シンプルな疑問が自己の内面に跳ね返り、会場で過ごす“ひとり”の時間を哲学的に照らします。

4. 幾多の野望たちの亡霊(待合室) / A multitude of phantom ambitions (The Waiting Room) 2025
想像上の50件の展覧会ポスターを重ね貼りした、縦横3×3のグリッド。
最後に貼られた9枚だけが見え、下層に隠れた“あり得たかもしれない展覧会”は幽霊のように潜んでいます。ガンダーの尽きぬアイデアの厚みを物理的に提示する作品です。

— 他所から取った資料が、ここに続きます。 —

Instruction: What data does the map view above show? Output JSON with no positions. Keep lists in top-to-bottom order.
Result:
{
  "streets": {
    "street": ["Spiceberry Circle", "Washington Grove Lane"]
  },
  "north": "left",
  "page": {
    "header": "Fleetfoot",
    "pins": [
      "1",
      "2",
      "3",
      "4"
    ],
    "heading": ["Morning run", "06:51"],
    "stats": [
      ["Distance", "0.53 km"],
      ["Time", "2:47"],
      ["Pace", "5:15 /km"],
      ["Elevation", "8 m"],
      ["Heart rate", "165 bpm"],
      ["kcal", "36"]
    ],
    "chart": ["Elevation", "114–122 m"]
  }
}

5. クロノス・カイロス、3時02分 / Chronos Kairos, 03:02 2025
二つのデジタル壁掛け時計をわずかにずらして重ねたアルミ製オブジェ。
二重に読み取れる数字が“クロノス(連続時間)”と“カイロス(特別な瞬間)”の重なりを示し、目の錯覚で時間の複層性を体感させます。

6. 俺は…(Iviii) / I be… (Iviii) 2023
古い鏡に掛けられた埃よけの布を、大理石調の樹脂で忠実に再現。
覆いで映り込みを封じた鏡は「自己像を見せない」彫刻となり、鑑賞者は自分自身の不在を映し返されます。

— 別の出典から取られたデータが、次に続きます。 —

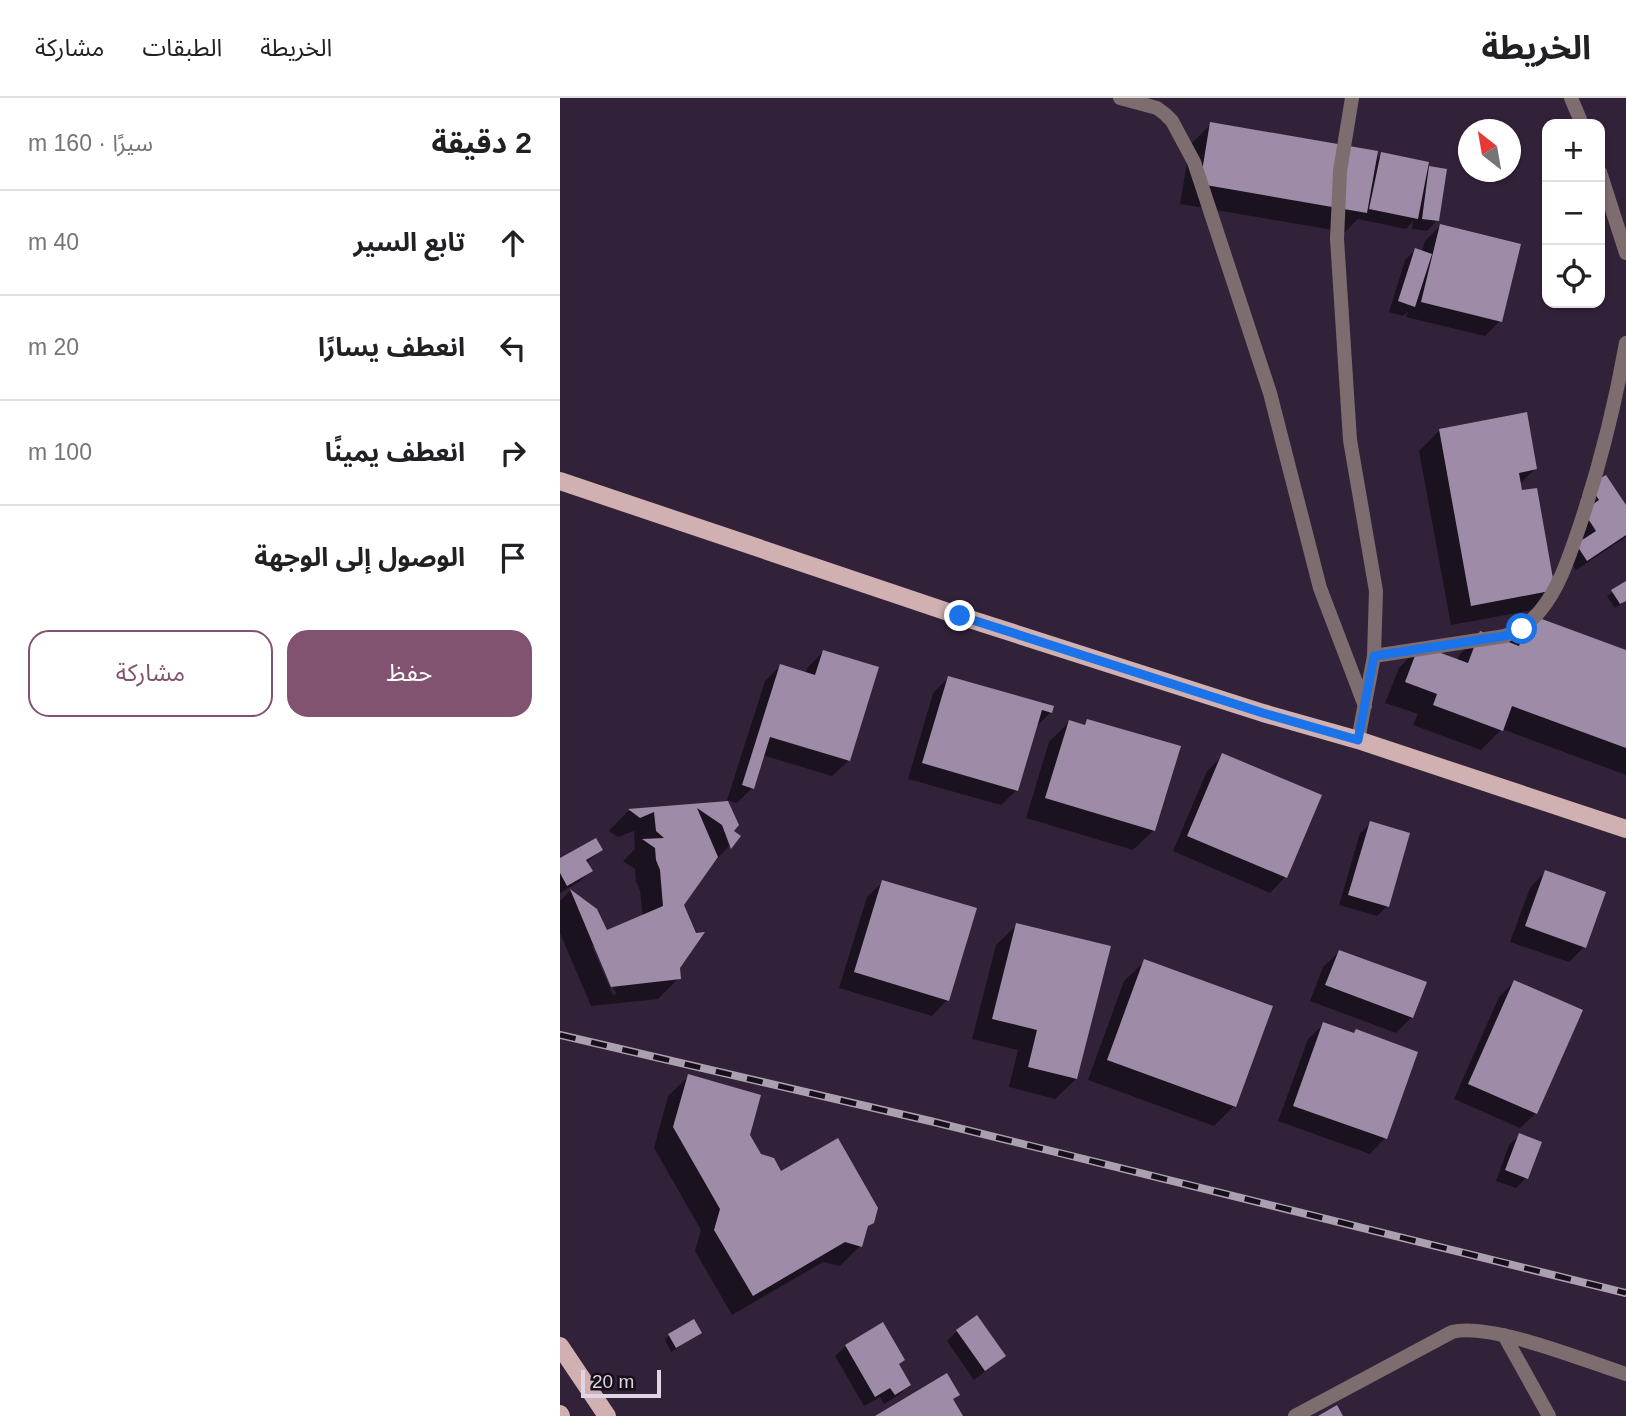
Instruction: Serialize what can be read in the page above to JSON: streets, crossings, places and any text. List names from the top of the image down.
{
  "scale_bar": "20 m",
  "north": "top left",
  "page": {
    "header": "الخريطة",
    "nav": ["الخريطة", "الطبقات", "مشاركة"],
    "heading": ["2 دقيقة", "سيرًا · 160 m"],
    "map_buttons": ["+", "−"],
    "list": [
      ["تابع السير", "40 m"],
      ["انعطف يسارًا", "20 m"],
      ["انعطف يمينًا", "100 m"],
      "الوصول إلى الوجهة"
    ],
    "buttons": ["حفظ", "مشاركة"],
    "scale": "20 m"
  }
}
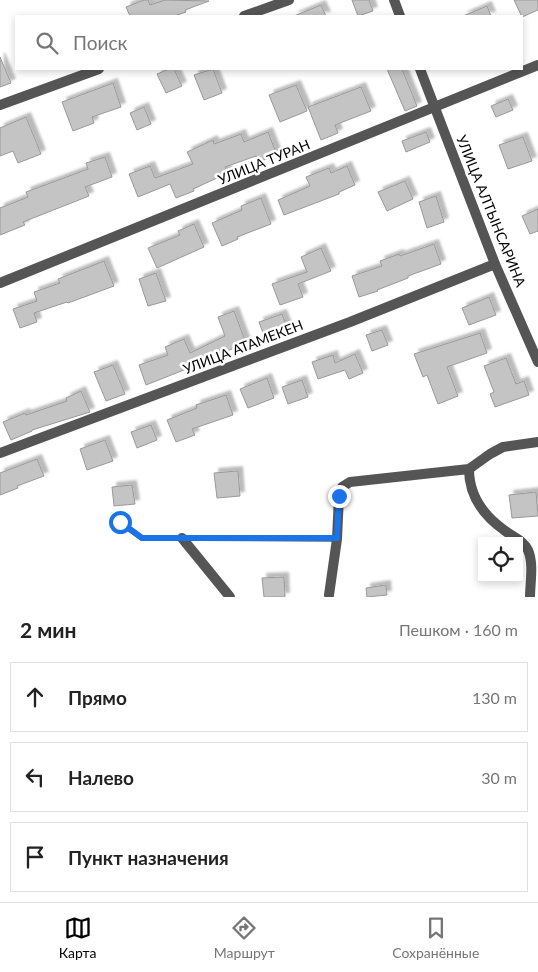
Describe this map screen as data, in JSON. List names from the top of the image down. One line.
{"streets":{"street":["УЛИЦА ТУРАН","УЛИЦА АЛТЫНСАРИНА","УЛИЦА АТАМЕКЕН"]},"crossings":[["УЛИЦА ТУРАН","УЛИЦА АЛТЫНСАРИНА"],["УЛИЦА АЛТЫНСАРИНА","УЛИЦА АТАМЕКЕН"]],"page":{"search":"Поиск","heading":["2 мин","Пешком · 160 m"],"list":[["Прямо","130 m"],["Налево","30 m"],"Пункт назначения"],"nav":["Карта","Маршрут","Сохранённые"]}}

7. 閉ざされた世界 / Closed systems 2024
息子バクスター(自閉スペクトラム症の特性)の熱中をヒントに、古玩具や分解されたゲームピースを整然と直線に並べ直したインスタレーション。

秩序と遊びの境界が愛情と共に可視化されています。

ドナルド

プーさん

クロミ?

8. 時を巻き戻して / Turn back your watch 2025
ゴッホが絵具代として兄テオから受け取っていた月額を、現代換算してスクラッチくじ175枚に換金。
額装内で当たり券だけをくり抜き、得た賞金は若手支援スペース〈ソリッド・ハウス〉へ再投資されています。
「芸術への資金循環」を可視化した社会彫刻です。

9. 輝くカルチャーフィールドへの舷窓 / Porthole to Culturefield Illuminated 2025
壁高くに取り付けられた発光ポートホールと梯子の数段。
手の届かない“向こう側”には、ガンダーが想像する理想郷〈カルチャーフィールド〉が広がるという設定で、創造的欲求をそそります。

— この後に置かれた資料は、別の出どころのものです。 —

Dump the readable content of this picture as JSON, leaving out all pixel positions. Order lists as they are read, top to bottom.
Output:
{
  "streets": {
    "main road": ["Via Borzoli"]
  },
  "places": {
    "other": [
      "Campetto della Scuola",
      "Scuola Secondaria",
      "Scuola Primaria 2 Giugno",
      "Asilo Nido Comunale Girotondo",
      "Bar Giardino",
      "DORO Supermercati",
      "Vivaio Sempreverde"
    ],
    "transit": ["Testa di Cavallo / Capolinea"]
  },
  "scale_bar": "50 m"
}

10. 生産と反復を繰り返しながらも君は自由を夢見ている / You are repetitive and productive but you dream of being free 2025
ハト時計を改造し、定期的にカラフルなロボット鳥“Painted Bunting”が現れて寓話を語ります。

勤勉さと自由への希求という相反を、時計仕掛けの鳥がユーモアと共に告げる作品です。

11. アイディア・マシン / Idea machine 2024
壁面のチケットマシンのボタンを押すと、ガンダーが考案した未実現アートのアイデアが印字されて排出されます。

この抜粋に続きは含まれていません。